--- How to complete this task ---
Exclude all pictures. Then restate, word for word, the entries from the first line through the line that contains "context = document.querySelector('canvas').getContext('2d');".
_____
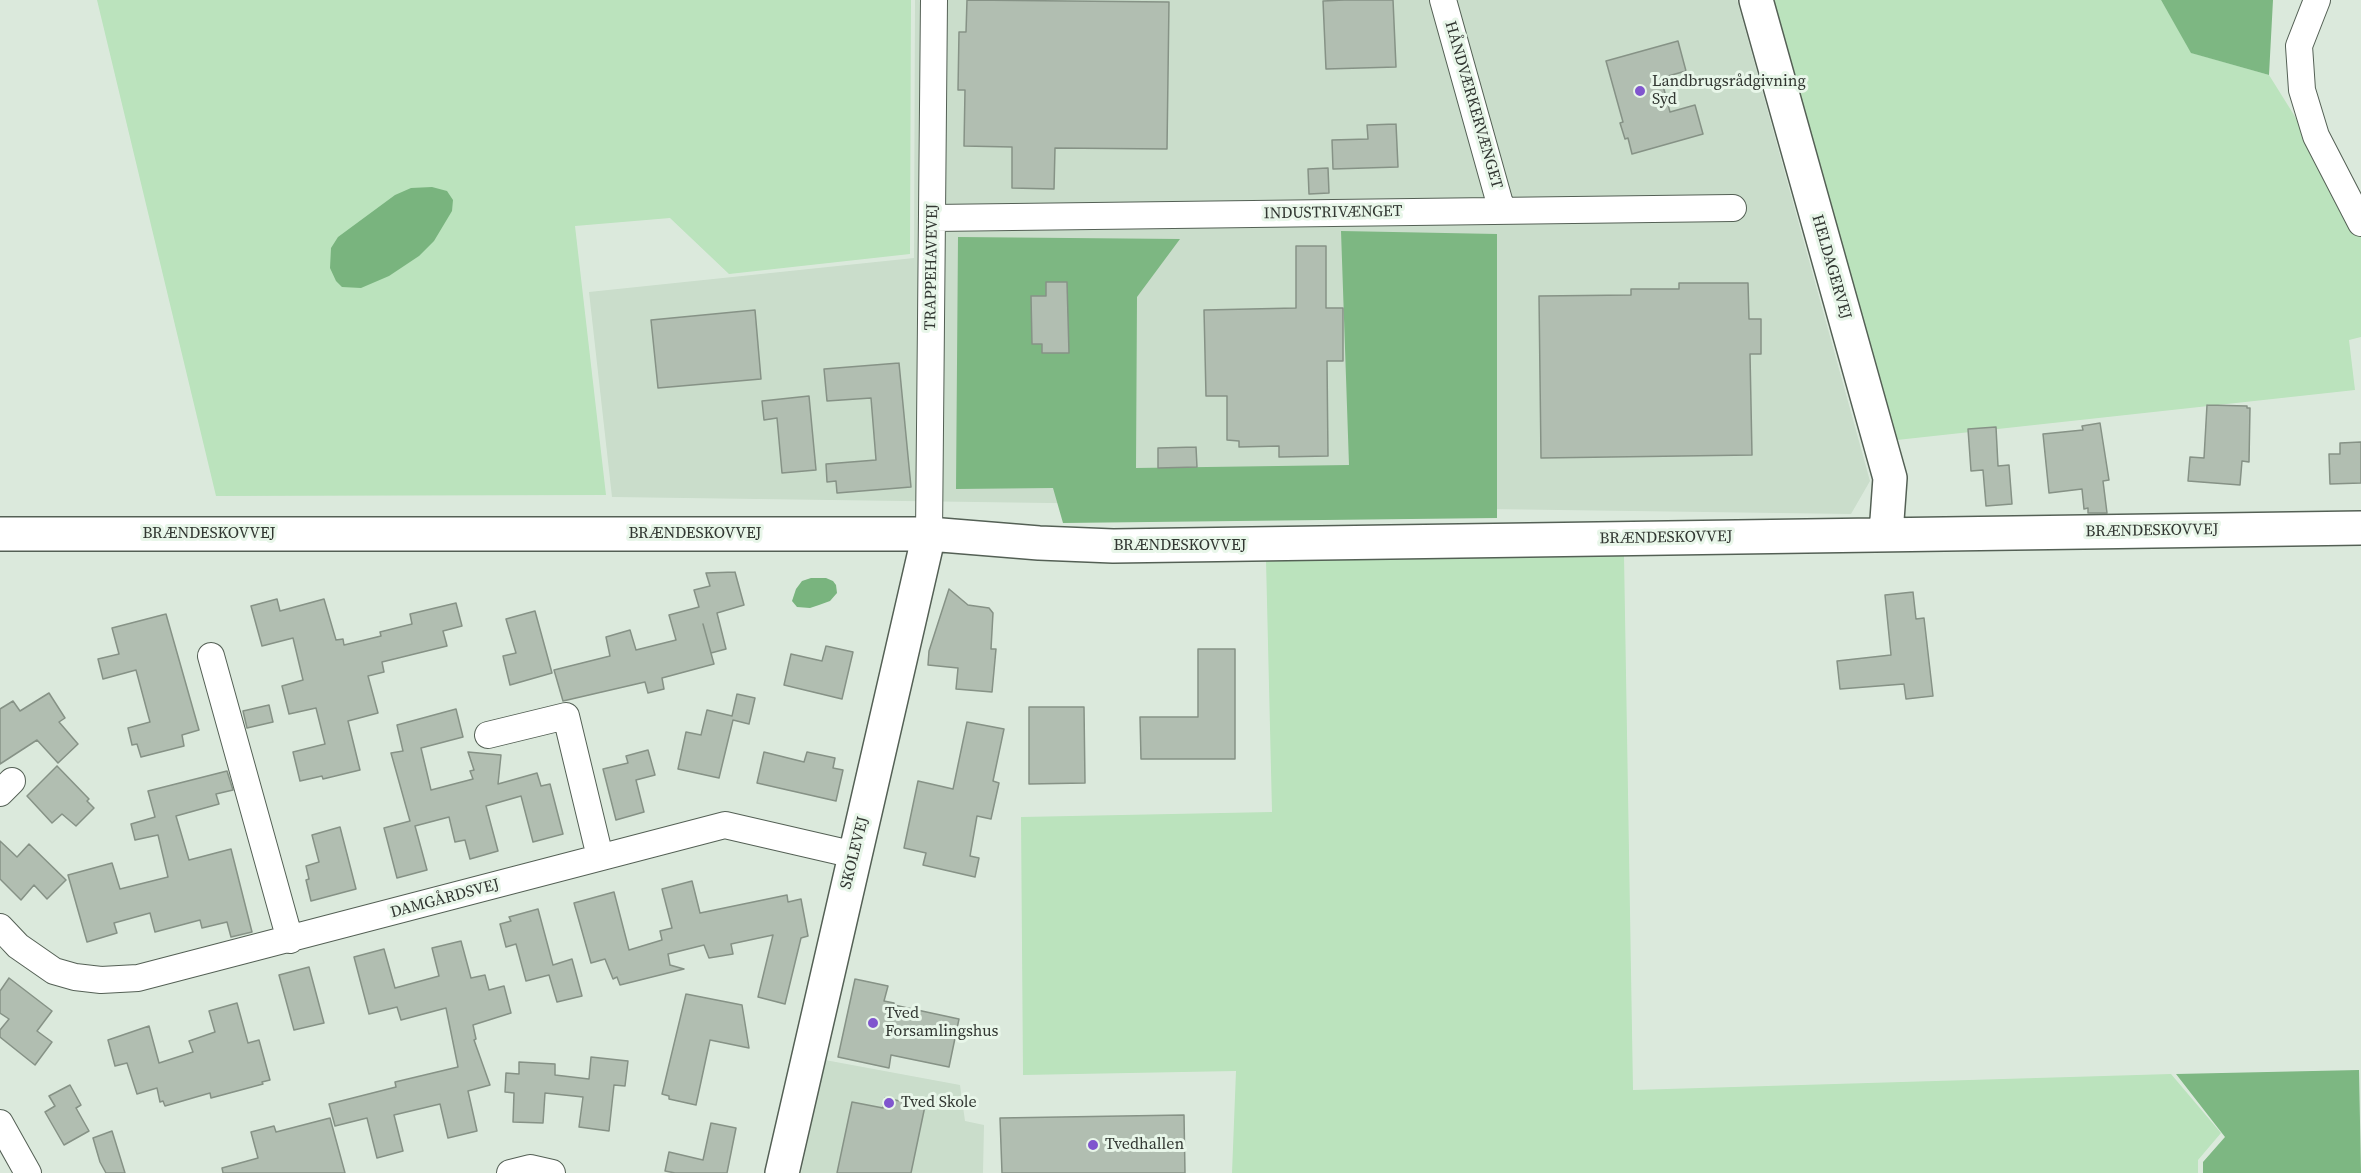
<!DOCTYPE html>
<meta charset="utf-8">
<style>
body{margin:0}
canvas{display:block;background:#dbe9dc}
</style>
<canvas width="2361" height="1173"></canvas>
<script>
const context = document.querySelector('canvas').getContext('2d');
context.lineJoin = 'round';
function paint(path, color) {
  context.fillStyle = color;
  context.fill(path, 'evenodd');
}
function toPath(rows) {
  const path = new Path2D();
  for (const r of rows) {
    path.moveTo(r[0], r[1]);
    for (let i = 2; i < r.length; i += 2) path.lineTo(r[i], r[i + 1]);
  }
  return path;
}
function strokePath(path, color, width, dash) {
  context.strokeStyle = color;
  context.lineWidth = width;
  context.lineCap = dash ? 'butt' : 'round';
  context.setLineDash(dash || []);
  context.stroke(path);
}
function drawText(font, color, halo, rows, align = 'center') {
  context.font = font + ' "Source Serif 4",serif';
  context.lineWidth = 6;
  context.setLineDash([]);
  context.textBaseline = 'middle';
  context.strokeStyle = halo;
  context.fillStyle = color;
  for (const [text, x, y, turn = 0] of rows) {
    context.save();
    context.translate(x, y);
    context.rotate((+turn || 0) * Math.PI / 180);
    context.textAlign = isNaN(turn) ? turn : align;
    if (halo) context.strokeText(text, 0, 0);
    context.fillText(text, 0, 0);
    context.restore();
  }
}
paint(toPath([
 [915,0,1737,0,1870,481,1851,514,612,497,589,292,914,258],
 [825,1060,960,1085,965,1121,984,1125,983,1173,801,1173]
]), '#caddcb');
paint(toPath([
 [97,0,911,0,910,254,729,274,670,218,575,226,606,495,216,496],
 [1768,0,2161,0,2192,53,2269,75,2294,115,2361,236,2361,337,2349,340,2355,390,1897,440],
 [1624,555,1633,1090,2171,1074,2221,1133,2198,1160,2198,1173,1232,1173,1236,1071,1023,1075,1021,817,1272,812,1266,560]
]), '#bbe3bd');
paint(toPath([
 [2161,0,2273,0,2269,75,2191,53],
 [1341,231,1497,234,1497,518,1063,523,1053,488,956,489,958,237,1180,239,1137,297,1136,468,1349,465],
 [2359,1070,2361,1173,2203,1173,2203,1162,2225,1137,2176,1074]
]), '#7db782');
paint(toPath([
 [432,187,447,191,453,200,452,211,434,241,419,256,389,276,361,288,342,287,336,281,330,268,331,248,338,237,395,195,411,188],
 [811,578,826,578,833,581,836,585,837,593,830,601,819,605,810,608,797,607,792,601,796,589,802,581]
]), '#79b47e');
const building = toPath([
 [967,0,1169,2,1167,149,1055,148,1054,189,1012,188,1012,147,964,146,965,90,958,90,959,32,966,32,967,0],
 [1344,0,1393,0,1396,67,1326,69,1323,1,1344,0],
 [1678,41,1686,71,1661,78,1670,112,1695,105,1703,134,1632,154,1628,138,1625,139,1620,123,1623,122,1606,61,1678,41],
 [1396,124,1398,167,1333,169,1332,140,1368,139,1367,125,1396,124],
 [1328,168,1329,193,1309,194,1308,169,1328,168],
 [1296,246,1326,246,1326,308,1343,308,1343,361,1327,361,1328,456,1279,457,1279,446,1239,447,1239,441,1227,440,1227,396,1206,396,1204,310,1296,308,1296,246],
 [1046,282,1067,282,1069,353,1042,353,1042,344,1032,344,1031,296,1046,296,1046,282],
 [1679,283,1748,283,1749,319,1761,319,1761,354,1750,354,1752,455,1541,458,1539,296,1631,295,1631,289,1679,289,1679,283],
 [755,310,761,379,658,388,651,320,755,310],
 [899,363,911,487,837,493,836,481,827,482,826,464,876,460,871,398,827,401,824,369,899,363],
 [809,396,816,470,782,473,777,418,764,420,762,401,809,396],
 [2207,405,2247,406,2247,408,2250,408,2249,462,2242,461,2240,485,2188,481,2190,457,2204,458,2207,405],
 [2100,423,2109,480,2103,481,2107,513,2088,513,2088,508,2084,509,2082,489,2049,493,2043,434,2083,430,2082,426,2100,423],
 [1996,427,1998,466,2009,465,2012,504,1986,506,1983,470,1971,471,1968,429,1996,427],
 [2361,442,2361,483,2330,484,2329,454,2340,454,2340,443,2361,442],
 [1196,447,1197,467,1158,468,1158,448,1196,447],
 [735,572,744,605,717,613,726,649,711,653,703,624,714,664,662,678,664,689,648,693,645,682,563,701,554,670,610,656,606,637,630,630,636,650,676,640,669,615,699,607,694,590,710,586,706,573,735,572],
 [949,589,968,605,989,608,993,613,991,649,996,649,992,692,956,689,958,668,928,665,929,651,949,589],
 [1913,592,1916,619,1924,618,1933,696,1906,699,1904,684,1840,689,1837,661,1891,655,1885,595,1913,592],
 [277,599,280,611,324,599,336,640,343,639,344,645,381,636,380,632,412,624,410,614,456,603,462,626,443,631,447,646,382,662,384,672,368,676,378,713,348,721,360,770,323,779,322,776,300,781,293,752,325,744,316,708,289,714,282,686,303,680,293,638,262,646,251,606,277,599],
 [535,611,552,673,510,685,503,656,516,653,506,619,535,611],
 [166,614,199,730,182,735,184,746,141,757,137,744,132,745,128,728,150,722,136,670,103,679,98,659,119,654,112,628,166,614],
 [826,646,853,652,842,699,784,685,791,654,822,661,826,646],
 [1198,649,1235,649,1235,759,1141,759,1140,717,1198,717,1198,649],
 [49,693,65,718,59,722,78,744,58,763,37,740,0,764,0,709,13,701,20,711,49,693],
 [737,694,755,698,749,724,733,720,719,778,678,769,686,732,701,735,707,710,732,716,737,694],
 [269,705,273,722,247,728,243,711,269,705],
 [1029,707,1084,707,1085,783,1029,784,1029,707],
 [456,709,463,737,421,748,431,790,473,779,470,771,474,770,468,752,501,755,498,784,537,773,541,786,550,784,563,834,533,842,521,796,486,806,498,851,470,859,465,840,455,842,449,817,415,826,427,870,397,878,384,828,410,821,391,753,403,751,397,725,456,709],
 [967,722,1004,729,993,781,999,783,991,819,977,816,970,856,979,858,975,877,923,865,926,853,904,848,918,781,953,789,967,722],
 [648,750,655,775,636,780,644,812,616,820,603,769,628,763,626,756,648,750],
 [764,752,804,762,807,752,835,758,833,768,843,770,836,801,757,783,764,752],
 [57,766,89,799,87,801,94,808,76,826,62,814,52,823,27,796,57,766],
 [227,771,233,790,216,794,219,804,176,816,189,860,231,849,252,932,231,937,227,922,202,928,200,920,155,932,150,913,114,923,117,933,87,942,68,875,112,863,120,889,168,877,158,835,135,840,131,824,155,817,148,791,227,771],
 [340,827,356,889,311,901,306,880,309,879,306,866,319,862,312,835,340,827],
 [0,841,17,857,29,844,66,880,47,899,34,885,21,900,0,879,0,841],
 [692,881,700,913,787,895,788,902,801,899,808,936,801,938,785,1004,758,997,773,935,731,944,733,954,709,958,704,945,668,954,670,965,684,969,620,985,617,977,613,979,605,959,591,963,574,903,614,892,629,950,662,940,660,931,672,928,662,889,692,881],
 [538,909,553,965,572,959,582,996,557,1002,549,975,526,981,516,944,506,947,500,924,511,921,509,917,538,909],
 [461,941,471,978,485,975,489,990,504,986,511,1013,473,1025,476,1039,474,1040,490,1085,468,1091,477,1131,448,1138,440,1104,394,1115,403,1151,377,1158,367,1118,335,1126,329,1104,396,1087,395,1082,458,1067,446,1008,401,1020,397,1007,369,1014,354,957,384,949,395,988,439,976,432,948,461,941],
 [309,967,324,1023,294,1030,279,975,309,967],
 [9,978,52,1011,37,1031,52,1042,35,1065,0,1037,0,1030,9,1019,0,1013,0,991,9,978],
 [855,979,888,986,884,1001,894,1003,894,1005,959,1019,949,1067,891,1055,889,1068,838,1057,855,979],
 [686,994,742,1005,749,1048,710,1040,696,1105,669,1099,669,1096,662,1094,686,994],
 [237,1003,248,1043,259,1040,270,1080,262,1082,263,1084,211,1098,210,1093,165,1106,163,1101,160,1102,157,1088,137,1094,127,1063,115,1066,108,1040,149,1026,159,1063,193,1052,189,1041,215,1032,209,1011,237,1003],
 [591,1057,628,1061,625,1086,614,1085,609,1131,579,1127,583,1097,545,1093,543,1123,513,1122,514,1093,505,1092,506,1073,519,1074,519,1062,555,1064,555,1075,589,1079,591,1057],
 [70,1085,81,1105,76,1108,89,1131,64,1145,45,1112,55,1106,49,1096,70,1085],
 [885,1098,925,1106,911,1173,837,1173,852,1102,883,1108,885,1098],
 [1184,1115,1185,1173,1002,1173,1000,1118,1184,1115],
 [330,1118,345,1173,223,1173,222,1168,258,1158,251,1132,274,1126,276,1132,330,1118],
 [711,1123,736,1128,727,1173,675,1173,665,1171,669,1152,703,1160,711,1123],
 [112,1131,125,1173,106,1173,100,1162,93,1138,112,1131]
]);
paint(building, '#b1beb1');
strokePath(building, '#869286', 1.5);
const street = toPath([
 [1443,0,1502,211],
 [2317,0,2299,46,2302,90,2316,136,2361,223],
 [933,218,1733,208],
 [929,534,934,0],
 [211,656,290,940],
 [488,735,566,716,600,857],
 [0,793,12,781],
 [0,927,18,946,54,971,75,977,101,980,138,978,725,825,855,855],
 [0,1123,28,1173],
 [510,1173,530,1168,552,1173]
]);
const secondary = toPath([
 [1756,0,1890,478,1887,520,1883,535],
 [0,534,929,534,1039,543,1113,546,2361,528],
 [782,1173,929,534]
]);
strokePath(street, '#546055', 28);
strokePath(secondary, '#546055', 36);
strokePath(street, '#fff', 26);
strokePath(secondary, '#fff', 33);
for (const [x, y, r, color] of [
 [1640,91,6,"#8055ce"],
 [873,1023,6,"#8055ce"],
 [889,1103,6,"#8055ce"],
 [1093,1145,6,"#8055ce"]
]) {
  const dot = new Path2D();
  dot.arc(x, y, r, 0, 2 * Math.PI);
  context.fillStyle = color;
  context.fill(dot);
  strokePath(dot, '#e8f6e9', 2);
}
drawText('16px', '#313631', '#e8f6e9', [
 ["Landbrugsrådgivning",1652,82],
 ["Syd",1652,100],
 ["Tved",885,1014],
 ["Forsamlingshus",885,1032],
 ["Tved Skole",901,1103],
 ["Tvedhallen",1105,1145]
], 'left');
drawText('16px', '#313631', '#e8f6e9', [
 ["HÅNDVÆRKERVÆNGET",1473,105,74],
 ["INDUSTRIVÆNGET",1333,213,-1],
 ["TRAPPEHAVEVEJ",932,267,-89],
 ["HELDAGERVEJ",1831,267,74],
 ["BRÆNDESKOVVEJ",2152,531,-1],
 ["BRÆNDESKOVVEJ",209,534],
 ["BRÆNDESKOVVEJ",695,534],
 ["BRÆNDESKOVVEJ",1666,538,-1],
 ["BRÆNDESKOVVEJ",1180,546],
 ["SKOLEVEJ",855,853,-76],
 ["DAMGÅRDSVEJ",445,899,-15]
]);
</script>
_____
--- Answer space ---
<!DOCTYPE html>
<meta charset="utf-8">
<style>
body{margin:0}
canvas{display:block;background:#dbe9dc}
</style>
<canvas width="2361" height="1173"></canvas>
<script>
const context = document.querySelector('canvas').getContext('2d');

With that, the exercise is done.